==== DATA SUPPLIED

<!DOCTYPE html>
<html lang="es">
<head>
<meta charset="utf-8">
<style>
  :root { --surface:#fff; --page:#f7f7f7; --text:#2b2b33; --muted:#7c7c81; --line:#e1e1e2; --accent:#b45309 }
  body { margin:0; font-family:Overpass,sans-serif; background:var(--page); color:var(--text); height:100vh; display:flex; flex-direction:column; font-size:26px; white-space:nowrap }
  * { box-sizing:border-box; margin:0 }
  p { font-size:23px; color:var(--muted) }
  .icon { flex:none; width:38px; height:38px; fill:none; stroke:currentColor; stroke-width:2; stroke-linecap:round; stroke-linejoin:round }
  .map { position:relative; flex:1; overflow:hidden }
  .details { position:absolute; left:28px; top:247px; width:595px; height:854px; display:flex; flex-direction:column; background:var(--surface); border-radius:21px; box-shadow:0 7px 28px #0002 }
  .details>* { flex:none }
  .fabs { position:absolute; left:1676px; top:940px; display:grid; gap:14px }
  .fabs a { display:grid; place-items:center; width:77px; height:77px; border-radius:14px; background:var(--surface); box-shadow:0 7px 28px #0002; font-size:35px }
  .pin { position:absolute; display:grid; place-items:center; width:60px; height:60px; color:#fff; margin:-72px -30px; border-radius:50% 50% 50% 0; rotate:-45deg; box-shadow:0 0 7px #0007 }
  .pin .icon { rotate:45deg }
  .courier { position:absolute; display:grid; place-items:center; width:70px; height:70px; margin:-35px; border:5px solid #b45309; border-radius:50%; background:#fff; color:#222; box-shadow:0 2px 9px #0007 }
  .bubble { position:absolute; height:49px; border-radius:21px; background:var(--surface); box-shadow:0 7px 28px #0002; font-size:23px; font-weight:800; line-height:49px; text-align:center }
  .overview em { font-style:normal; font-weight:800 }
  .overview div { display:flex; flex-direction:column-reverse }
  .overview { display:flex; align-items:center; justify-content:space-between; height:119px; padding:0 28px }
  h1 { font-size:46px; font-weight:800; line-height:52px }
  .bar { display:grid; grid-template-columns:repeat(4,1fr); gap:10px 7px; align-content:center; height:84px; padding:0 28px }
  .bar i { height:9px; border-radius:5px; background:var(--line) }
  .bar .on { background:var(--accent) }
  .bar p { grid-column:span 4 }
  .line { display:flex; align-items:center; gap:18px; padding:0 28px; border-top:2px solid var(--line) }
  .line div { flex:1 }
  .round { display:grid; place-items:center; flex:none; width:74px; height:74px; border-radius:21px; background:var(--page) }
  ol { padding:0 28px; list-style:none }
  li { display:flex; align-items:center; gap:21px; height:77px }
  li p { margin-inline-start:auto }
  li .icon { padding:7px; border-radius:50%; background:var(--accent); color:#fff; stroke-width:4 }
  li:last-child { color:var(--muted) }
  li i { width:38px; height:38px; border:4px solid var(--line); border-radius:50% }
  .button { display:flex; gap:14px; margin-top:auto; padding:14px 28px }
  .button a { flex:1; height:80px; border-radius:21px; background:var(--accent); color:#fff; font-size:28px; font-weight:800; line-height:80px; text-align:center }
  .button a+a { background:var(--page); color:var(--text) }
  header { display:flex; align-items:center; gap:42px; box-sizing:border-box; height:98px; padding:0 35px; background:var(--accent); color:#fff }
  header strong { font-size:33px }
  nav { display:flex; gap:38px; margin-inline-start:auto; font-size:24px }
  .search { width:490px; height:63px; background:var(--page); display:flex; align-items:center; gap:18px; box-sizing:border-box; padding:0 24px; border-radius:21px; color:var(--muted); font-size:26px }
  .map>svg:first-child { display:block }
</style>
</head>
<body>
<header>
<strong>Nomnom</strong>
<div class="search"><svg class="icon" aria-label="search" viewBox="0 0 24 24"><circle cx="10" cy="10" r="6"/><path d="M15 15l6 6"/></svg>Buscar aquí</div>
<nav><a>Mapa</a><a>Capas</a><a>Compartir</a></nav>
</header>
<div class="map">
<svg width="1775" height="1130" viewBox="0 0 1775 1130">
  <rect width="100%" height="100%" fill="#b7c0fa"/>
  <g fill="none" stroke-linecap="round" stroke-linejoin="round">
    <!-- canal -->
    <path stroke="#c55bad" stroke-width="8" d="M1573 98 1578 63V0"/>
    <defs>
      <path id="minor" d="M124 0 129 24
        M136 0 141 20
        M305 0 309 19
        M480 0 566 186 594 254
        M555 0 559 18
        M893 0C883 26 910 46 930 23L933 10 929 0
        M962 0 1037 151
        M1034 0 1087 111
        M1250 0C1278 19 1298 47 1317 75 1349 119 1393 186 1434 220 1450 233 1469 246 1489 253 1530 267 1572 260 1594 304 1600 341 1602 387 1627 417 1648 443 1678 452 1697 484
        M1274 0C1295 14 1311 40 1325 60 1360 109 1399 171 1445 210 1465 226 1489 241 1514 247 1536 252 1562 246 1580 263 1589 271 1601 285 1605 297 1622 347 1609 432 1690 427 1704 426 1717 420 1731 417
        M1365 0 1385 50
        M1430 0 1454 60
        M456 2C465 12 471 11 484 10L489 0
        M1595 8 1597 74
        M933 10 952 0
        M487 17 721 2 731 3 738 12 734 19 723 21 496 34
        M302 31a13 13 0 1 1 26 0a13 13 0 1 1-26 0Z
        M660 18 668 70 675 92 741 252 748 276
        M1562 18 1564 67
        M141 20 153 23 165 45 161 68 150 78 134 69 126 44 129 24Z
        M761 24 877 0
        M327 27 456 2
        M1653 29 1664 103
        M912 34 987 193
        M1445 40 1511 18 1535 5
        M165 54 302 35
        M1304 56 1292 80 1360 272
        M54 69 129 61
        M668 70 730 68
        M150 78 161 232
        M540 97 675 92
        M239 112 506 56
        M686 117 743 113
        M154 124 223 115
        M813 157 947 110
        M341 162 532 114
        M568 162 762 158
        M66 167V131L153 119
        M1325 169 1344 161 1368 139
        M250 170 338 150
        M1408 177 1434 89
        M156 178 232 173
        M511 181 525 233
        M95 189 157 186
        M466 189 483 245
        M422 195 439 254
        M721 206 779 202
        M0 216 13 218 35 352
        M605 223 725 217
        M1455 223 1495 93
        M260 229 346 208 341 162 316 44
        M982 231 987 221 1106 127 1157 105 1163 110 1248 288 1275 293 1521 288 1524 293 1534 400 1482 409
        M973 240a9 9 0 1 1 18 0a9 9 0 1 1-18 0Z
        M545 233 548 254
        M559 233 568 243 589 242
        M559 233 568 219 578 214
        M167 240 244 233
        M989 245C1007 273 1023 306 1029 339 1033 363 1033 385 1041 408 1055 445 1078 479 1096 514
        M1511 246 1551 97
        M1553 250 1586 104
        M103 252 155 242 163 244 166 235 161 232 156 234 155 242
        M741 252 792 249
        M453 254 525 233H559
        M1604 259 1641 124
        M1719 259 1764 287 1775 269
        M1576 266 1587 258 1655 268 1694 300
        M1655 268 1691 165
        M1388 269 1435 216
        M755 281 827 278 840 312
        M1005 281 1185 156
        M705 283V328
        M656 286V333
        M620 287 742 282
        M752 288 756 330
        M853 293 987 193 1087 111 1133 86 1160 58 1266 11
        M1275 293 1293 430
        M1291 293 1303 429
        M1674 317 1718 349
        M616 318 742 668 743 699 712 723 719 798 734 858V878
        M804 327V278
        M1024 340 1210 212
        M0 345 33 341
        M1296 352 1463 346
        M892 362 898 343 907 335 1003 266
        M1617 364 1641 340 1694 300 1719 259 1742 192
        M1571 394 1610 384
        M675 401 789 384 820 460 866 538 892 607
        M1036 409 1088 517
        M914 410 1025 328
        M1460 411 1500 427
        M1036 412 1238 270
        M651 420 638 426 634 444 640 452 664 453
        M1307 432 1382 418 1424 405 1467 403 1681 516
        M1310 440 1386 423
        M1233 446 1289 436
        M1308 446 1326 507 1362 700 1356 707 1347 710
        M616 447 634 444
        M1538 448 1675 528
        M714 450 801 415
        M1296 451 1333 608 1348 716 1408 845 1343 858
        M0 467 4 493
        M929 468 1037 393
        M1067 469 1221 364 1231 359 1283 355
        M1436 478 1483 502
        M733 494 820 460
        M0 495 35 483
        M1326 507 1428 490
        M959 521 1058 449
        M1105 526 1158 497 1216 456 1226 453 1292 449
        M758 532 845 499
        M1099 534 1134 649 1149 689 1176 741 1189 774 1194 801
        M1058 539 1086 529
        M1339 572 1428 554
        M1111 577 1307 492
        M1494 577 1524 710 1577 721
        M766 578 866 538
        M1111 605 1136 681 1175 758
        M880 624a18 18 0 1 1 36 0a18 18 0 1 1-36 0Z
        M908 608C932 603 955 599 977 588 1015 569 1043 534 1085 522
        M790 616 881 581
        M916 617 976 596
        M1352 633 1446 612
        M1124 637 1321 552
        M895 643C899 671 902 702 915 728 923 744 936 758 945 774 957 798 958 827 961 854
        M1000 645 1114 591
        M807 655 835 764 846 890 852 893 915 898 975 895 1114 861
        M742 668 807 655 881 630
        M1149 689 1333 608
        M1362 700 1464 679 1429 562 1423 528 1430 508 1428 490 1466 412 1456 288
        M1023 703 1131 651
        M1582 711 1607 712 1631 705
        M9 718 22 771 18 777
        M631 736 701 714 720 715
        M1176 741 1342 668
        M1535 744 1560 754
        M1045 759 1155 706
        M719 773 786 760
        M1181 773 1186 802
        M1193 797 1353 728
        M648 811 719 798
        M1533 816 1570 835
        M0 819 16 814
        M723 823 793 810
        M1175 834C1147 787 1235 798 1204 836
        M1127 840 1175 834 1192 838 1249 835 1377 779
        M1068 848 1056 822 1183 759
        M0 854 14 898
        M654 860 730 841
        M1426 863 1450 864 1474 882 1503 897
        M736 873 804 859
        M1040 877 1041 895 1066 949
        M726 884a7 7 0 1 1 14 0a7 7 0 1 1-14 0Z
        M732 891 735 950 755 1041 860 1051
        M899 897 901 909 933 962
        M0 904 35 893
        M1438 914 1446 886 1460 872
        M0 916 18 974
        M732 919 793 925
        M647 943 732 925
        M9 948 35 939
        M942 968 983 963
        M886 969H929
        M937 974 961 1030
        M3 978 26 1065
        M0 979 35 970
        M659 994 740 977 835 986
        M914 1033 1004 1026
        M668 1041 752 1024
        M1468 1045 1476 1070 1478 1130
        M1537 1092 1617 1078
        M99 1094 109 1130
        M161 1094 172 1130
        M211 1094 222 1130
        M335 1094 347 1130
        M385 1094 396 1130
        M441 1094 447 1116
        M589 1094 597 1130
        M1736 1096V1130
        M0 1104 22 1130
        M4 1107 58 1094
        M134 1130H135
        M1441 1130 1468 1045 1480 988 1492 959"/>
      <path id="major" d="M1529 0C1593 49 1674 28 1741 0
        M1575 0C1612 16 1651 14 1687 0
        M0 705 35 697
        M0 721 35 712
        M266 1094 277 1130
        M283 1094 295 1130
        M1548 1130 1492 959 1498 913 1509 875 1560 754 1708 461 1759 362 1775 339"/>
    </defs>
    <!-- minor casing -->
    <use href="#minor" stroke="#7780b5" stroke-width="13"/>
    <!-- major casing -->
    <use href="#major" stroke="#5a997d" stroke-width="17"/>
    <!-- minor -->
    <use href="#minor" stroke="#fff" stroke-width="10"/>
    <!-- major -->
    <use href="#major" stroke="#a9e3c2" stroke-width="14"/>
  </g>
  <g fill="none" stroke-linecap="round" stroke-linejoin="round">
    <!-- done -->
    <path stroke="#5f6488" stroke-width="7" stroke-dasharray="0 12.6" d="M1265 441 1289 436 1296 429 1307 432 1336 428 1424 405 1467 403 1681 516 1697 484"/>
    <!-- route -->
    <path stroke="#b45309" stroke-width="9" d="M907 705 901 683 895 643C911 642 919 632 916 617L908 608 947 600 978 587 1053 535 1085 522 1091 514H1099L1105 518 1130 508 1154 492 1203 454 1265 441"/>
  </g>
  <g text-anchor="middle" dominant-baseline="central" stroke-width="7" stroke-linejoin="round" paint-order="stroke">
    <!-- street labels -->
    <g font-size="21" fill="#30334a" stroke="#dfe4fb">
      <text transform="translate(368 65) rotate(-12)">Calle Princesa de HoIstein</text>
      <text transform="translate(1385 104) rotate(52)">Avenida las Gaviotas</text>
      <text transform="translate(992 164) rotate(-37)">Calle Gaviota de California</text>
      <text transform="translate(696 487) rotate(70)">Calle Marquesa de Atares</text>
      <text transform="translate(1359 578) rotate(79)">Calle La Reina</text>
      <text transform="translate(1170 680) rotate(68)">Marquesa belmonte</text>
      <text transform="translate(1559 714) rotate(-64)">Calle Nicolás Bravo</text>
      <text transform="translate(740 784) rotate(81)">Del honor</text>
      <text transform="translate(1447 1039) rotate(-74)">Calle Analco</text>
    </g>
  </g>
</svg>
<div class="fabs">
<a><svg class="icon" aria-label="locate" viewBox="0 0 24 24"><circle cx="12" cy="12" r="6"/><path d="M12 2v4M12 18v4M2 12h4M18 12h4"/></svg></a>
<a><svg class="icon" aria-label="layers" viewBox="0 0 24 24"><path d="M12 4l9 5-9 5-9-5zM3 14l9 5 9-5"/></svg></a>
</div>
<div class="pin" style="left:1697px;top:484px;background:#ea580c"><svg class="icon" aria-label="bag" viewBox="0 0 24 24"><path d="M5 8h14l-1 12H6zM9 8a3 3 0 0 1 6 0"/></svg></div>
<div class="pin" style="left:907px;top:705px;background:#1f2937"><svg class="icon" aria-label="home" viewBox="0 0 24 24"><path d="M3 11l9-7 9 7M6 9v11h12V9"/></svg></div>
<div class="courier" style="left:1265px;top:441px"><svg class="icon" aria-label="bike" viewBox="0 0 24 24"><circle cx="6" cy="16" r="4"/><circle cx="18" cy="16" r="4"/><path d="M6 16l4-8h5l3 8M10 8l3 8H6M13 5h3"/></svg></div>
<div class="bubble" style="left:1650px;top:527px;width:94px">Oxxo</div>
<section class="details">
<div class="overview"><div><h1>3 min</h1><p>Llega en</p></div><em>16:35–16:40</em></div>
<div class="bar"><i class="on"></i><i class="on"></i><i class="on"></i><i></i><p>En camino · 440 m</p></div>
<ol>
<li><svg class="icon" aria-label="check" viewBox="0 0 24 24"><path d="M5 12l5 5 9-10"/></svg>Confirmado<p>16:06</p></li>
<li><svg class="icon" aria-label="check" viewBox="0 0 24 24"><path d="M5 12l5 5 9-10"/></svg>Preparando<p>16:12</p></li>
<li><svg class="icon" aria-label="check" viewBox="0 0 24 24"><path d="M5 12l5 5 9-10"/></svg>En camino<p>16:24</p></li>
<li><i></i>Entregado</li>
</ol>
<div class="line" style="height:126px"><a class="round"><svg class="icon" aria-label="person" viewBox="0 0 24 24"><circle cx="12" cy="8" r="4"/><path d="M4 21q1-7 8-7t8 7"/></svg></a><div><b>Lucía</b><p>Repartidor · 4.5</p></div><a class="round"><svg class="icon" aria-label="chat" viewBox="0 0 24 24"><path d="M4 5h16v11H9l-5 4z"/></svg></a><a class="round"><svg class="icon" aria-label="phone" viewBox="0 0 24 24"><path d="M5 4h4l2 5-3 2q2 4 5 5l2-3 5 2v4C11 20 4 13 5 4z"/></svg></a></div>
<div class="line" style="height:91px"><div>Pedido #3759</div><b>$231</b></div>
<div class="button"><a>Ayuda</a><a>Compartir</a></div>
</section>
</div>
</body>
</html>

========

EXERCISE GOAL:
From the line that has "M1553 250 1586 104" through the line that has "M1099 534 1134", copy every line exactly as it appears above, and leave out all others.

RESPONSE AREA:
        M1553 250 1586 104
        M103 252 155 242 163 244 166 235 161 232 156 234 155 242
        M741 252 792 249
        M453 254 525 233H559
        M1604 259 1641 124
        M1719 259 1764 287 1775 269
        M1576 266 1587 258 1655 268 1694 300
        M1655 268 1691 165
        M1388 269 1435 216
        M755 281 827 278 840 312
        M1005 281 1185 156
        M705 283V328
        M656 286V333
        M620 287 742 282
        M752 288 756 330
        M853 293 987 193 1087 111 1133 86 1160 58 1266 11
        M1275 293 1293 430
        M1291 293 1303 429
        M1674 317 1718 349
        M616 318 742 668 743 699 712 723 719 798 734 858V878
        M804 327V278
        M1024 340 1210 212
        M0 345 33 341
        M1296 352 1463 346
        M892 362 898 343 907 335 1003 266
        M1617 364 1641 340 1694 300 1719 259 1742 192
        M1571 394 1610 384
        M675 401 789 384 820 460 866 538 892 607
        M1036 409 1088 517
        M914 410 1025 328
        M1460 411 1500 427
        M1036 412 1238 270
        M651 420 638 426 634 444 640 452 664 453
        M1307 432 1382 418 1424 405 1467 403 1681 516
        M1310 440 1386 423
        M1233 446 1289 436
        M1308 446 1326 507 1362 700 1356 707 1347 710
        M616 447 634 444
        M1538 448 1675 528
        M714 450 801 415
        M1296 451 1333 608 1348 716 1408 845 1343 858
        M0 467 4 493
        M929 468 1037 393
        M1067 469 1221 364 1231 359 1283 355
        M1436 478 1483 502
        M733 494 820 460
        M0 495 35 483
        M1326 507 1428 490
        M959 521 1058 449
        M1105 526 1158 497 1216 456 1226 453 1292 449
        M758 532 845 499
        M1099 534 1134 649 1149 689 1176 741 1189 774 1194 801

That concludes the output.